Sieman, the celebrated Italian winemakers from Veneto, are releasing their latest vintages. Here at mynaturalwine.co.uk we love their wines, and we could not wait to receive them. Now they’re finally here! They are also available at our shop TheHive in East London, so if you happen to be nearby, make sure you pop in to say hello, to grab your bottle or Sieman, or to have a look at the rest of our great selection of great natural wines. And remember: our coffee is pretty damn good too!
We have always been big fans of the Filippini brothers Marco, Daniele and Andrea, aka Sieman (six hands in their local dialect), for the passion and creativity they put into what they do. If you haven’t tried their wines yet, you should definitely get your paws on them before they sold out. Sieman’s whole production is limited to a few thousand bottles, so don’t wait too long!
In order to properly celebrate the release of their new batch of wines, we thought it would be appropriate to ask a few questions to the brothers themselves, so as to give them the chance to tell their own story in their own words, and Daniele was gracious enough to reply to my email. So, without further ado, let’s hear what he has to say.
Your website reveals that you and your brothers all have different professional histories, but that you all have in common a passion for wine. What is the story of this passion? Are you the first winemakers in your family?
We realised we had a serious passion for wine after attending a sommelier course. Soon after that, we encountered our first natural wines. We went to see some well-established wineries and that taught us the philosophy and the ethics of agriculture and wine-making, which the sommelier courses do not teach.
We are the first of our family: we pooled our resources and got some land. It didn’t belong to our family, we bought it. It was like a new adventure for us.
There is a growing awareness in consumers of the environmental and social impact of the products we buy. Is that why you have decided to adopt biodynamic farming practices?
We don’t go by the biodynamic book. We do however adopt a very natural approach. The health of our vines depends on the harmony between plants, soil, and the wider environment. Wild herbs and grasses grow almost unchecked in our vineyards, and we limit the use of machines to the very minimum in order to avoid soil degradation.
Wineries such as yours put quality over quantity. Is this the future of wine, or will this remain a niche product?
Thankfully, there is an increasing number of wineries that do the same as us. I think generally consumers still lack awareness when it comes to natural wine, but this is where we as producers have our work cut out for us. We need to tell our stories so we can engage more people, and we can all start moving towards a better and healthier future.
Passion for the territory is one of your defining traits. Could you tell us about the Colli Berici (the hills where Sieman have their wineries, Ed.) and how they are expressed in your wines and beers?
60 million years ago, the Colli Berici were submerged by a sea. Because of that, today the soil is richly calcareous (you can still spot the odd fossilised shell of a mollusc), with the additional presence of sand, silt, and some clay. Our vineyards spread over 4 hectares and are surrounded by woodland. They are south-facing, rise 100 to 120m above sea level, and benefit from a warm climate.
We always seek to reach a balance, or equilibrium, between the traditionally strong character of our local wines and the ‘softness’ we want them to have. This is only possible by harvesting at precisely the right moment.
What are your favourite wines of your winery and why?

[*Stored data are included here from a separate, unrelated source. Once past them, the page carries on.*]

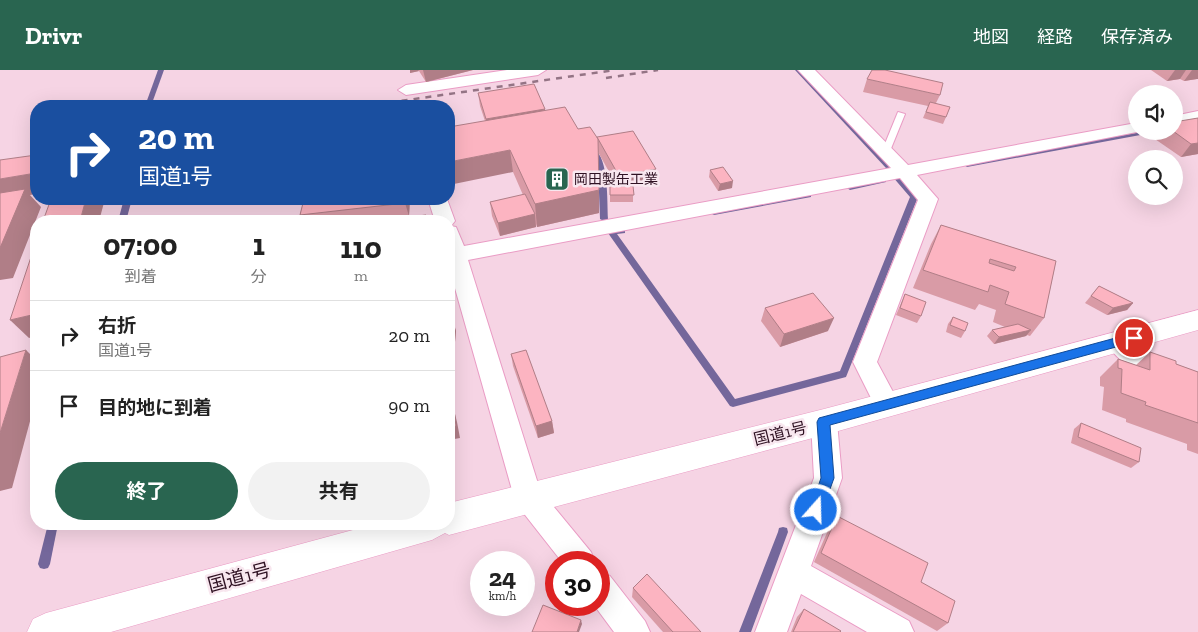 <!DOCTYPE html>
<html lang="ja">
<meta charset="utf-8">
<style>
body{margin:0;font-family:"Zilla Slab","Noto Sans JP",serif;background:#f2f2f2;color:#222;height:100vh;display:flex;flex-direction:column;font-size:19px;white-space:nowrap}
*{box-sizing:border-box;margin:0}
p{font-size:16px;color:#767676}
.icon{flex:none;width:28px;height:28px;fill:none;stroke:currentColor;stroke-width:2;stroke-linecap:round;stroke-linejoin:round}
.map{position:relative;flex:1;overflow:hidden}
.details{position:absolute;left:30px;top:145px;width:425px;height:315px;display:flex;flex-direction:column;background:#fff;border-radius:20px;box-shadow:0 5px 20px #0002}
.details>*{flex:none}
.hud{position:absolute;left:30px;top:30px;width:425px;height:105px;border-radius:20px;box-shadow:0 5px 20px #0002;background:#1a4fa0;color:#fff;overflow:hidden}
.controls{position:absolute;left:1128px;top:15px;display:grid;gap:10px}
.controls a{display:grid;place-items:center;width:55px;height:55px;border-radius:50%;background:#fff;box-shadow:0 5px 20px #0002;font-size:25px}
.speed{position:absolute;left:470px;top:481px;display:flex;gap:10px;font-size:25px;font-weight:700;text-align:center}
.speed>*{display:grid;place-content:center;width:65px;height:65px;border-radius:50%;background:#fff;box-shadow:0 5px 20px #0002;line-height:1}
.speed small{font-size:12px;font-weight:400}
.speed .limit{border:8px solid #d22;background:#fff;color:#111}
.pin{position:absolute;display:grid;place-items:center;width:42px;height:42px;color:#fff;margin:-21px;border:2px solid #fff;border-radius:50%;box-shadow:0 1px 5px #0007}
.me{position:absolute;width:55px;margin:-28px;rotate:20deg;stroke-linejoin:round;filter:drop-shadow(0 0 4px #0008)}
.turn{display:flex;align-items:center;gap:18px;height:105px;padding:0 25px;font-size:22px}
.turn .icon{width:65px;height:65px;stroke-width:2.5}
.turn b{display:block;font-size:35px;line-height:42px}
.eta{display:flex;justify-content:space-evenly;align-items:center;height:85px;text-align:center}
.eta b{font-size:30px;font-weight:700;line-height:35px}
.action{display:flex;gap:10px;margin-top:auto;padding:10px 25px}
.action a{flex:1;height:58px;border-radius:30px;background:#296550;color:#fff;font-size:20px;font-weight:700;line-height:58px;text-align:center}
.action a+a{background:#f2f2f2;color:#222}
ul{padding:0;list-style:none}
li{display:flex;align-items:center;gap:15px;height:70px;padding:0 25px;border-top:1px solid #e0e0e0}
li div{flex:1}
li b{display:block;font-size:19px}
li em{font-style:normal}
header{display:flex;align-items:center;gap:30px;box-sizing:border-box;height:70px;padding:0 25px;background:#296550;color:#fff}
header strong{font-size:24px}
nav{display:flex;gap:28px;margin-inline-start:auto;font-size:18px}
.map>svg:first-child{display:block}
</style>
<header>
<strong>Drivr</strong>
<nav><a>地図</a><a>経路</a><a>保存済み</a></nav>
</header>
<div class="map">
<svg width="1198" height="562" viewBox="0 0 1198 562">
<rect width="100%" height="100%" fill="#f6d4e4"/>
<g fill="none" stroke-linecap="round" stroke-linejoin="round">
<g fill="#74679b" fill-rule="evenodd">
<path d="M158 0H164L151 36H145Z"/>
<path d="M795 0H801L890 96V98H886Z"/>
<path d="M1147 61H1162L967 97 964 95 967 93Z"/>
<path d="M594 79C609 88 607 132 608 149L604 151 600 149 598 96 591 81Z"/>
<path d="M895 104 897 105 918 127 846 307 733 337 730 336 608 163 612 161 625 159V163L617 164 735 329 840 301 910 127 892 106Z"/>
<path d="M884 109 886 110V112L850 120 847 118 850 116Z"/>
<path d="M809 123H811V127L714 145 710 143 714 141Z"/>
<path d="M124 129H132L126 151H118Z"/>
<path d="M48 454H58L50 494 48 498 44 499 40 498 38 494Z"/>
<path d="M783 457 787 458 788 462 751 562H739L778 462 779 458Z"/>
</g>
<g stroke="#ea9cc5" stroke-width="2">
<path id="service" d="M898 42 905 44 890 81 889 83H883L882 81Z"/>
</g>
<g stroke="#ea9cc5" stroke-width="2">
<g id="minor">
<path d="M507 0H546L538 5 406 25 398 20 406 15Z"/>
<path d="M798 0H815L908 95 1136 53V61H1142L917 105 938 129 877 292 900 335 896 342 887 346 878 342 853 292 918 130 900 108 468 190 540 420 591 482 595 492H562L518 436 514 427 449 197V151H435L428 129H447L455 151 451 156 456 157 464 176 891 98Z"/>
<path d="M1198 41V51L1174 56V46Z"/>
<path d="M1118 263 1126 266 1160 292 1198 307V327C1168 317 1122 302 1106 272L1110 266Z"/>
<path d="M824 341 833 344 837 352 842 408 811 496 909 551 914 562H867L801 524 787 562H755L814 408 811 352 815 344Z"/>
<path d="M599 502 610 506 645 551 650 562H614L594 535H599Z"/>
</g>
</g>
<g stroke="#ea9cc5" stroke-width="1">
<path id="trunk" d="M1198 240V260L824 365 449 465 445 463 432 470 111 562H27L33 549 46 543 375 454H449V433L824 339Z"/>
</g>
<use href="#service" fill="#fff" fill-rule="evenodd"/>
<use href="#minor" fill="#fff" fill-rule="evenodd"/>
<use href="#trunk" fill="#fff" fill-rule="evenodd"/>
<g stroke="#947485" stroke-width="2.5" stroke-dasharray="6 6" stroke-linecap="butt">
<path d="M606 8 658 0"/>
<path d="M366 36 615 0"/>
</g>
</g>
<g fill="#d99ba6">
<path d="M410 0H473L426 12 419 1 410 3Z"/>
<path d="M1151 0H1198V9H1197L1184 11 1180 9 1167 11Z"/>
<path d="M867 9 940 25 936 33 946 47 943 54 923 48 928 36 863 22Z"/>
<path d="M478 23 545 40 578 59 597 68 655 112 633 116V132H610V116H617L598 82 599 143 537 157 536 154V157L500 166 492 146 490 132 523 125 513 102 485 51 480 36Z"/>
<path d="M1198 48V84L1181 87 1152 67 1156 61H1174Z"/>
<path d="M710 100 732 118 718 121 709 107Z"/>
<path d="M304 129H410L409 146 366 151H303L300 145Z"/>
<path d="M941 155 1056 191 1044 248 1030 266 1027 265 1026 266 994 274 987 266 992 260 1005 257 993 252 996 240 979 234 975 240 913 218 931 174Z"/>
<path d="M1099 216 1133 233 1127 240 1107 245 1085 233Z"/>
<path d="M905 224 921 246 917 253 896 245Z"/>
<path d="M765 238 828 261 780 277 761 251Z"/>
<path d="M449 243 456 261 451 315H449Z"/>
<path d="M953 247 965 261 961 268 946 262 948 254Z"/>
<path d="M1150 282 1176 294 1198 302V384L1187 380V374L1126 352V349L1102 340 1104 317 1100 316V307L1118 289 1136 295Z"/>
<path d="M511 284 552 351 554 363 538 368 513 296Z"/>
<path d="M1081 353 1139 392 1131 398 1071 373 1074 359Z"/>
<path d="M837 446 921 512 948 553 937 561 814 492 830 456Z"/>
<path d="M633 518 701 562H663L632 527Z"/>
<path d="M804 539 840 562H791L797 547Z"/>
</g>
<g fill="#b07e87">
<path d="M410 0H418L419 1 410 3Z"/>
<path d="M423 0H473L426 12Z"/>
<path d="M1175 0H1186L1180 9 1167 11Z"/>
<path d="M1192 0H1198V9H1197L1184 11Z"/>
<path d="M545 39 546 52 488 62 486 49Z"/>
<path d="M1198 73V84L1181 87 1191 74Z"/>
<path d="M510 80 513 102 449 115V92Z"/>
<path d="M656 99 655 112 618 119 619 106Z"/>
<path d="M36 103V124L30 125 41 137 13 208 0 210V109Z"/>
<path d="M733 111 732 118 718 121 720 114Z"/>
<path d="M599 120V143L537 157 535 134Z"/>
<path d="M86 129H105L99 151H80Z"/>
<path d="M406 129H410L409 146 405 133Z"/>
<path d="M535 144 536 157 500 166 498 153Z"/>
<path d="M1133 233 1127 240 1107 245 1113 238Z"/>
<path d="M451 243 456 261 451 315 449 307V268Z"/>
<path d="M36 244V266L29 268 10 250Z"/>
<path d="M834 248 828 261 780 277 784 264Z"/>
<path d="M1031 260 1026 266 994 274 999 267Z"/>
<path d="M26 280 36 290V329L12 418 0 421V363Z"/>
<path d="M454 340 457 352 460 368 449 370V358Z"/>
<path d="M552 351 554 363 538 368 536 356Z"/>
<path d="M581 550 582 554 579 562H577Z"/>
</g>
<g fill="#fcb4c1" stroke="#b07e87" fill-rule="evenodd">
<path d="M872 0H885L943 13 940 25 867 9Z"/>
<path d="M534 14 545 39 486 49 478 23Z"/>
<path d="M930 32 950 37 946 47 926 42Z"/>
<path d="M565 37 578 59 590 57 598 69 599 120 535 134 510 80 449 92V57Z"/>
<path d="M1198 48V73L1191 74 1173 61H1174V52Z"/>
<path d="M633 61 656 99 619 106 597 67Z"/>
<path d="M36 85V103L0 109V90Z"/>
<path d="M723 97 733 111 720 114 710 100Z"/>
<path d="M610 116H633L634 125H610Z"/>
<path d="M25 119 0 178V123Z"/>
<path d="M525 124 535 144 498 153 490 132Z"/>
<path d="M51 129H86L80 151H43Z"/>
<path d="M304 129H406L405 133 300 145Z"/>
<path d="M426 145 427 151H379Z"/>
<path d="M941 155 1056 191 1044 248 1005 234 1009 222 990 215 988 222 923 200ZM990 189 1016 197 1014 201 989 193Z"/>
<path d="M36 172V244L10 250Z"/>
<path d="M1099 216 1133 233 1113 238 1091 226Z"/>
<path d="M813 223 834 248 784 264 765 238Z"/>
<path d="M905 224 926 232 921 246 900 238Z"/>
<path d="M449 243H451L449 268Z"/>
<path d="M953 247 968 253 965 261 950 255Z"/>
<path d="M1018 254 1031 260 999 267 992 260Z"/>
<path d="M26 280 0 363V287Z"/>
<path d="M526 280 552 351 536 356 511 284Z"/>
<path d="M1150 282 1176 291V294L1198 302V353L1145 335 1146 332 1121 323 1122 299 1118 298V289L1150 300Z"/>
<path d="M454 340 456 356 449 358V341Z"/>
<path d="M1081 353 1141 378 1139 392 1078 367Z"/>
<path d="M837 446 928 493 921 512 955 531 948 553 821 483Z"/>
<path d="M647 504 701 562H673L633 518Z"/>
<path d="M543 535 581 550 577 562H532Z"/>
<path d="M804 539 841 561 840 562H793Z"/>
</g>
<path fill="#1a73e8" stroke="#114b97" d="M1134 263 1140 268 1138 271 830 355 834 408 821 444 816 446 812 444 810 440 821 408 817 352 819 348Z"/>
<defs>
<g id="building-square" transform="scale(1.25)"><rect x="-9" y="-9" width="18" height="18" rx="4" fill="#296550" stroke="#f8e7ef"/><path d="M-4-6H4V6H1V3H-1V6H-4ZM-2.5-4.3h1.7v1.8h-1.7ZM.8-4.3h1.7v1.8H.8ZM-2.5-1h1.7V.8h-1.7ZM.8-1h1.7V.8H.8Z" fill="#fff"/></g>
</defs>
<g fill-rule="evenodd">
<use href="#building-square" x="557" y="109"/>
</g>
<g text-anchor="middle" stroke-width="5" stroke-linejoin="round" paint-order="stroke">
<g font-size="14" fill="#2f1223" stroke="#f8e7ef" text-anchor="start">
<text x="574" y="114">岡田製缶工業</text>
</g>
<g font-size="16" fill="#2f1223" stroke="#f8e7ef">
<text transform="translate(780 363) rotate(-14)" y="6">国道1号</text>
</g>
<g font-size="19" fill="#2f1223" stroke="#f8e7ef">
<text transform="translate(239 507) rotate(-15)" y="7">国道1号</text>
</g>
</g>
</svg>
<div class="controls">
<a><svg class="icon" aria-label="sound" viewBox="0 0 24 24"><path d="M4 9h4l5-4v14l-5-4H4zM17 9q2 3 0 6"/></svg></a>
<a><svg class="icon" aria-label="search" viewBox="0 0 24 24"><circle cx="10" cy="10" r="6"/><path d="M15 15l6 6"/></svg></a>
</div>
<div class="speed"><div>24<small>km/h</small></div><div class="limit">30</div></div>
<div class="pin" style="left:1134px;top:268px;background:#d93025"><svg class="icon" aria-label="arrive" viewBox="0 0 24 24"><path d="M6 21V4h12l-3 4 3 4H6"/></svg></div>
<svg class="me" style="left:816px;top:440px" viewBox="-20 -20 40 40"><circle r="17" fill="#1a73e8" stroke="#fff" stroke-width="3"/><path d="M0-11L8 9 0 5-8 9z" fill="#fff"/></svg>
<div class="hud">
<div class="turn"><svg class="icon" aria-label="right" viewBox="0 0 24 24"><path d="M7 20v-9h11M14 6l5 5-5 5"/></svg><div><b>20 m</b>国道1号</div></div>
</div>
<section class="details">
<div class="eta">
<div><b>07:00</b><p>到着</p></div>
<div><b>1</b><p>分</p></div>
<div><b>110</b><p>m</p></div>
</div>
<ul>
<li><svg class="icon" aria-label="right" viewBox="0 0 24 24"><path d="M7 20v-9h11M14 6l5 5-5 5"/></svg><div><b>右折</b><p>国道1号</p></div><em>20 m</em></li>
<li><svg class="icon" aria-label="arrive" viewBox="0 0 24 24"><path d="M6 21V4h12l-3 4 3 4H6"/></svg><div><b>目的地に到着</b></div><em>90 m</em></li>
</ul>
<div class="action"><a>終了</a><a>共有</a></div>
</section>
</div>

There really isn’t a favourite. All our eight wines are not made following fads or trends. We make them because we really believe in what we do and what we have. If I had to mention a wine in which we have invested a lot of time and effort, it would be the Rosavia made with Corbinona grapes. This is an old variety that we have laboriously reintroduced; it grows slowly because it hasn’t been genetically modified through selection as other varieties have been.
Is there a question you wish people would ask you more often?
Not many people ask us why we have decided to plant nine varieties in only four hectares. The truth is that our winery is a laboratory where we can experiment and create wines with personality, and have fun while we do it. With 9 varieties, we are constantly inspired to experiment! Of course, harvesting gets more complicated, and so does managing our production. But we succeed because we have passion for what we do.
Is there anything you would like to add?
Since the 2019 harvest, we have been making our wines without any additive. Making wine without sulphur and additives increases the risk of spoilage, so you really need attention and to keep a vigilant eye on several things at once. In the end, though, making a ‘clean’ and good wine is extremely rewarding.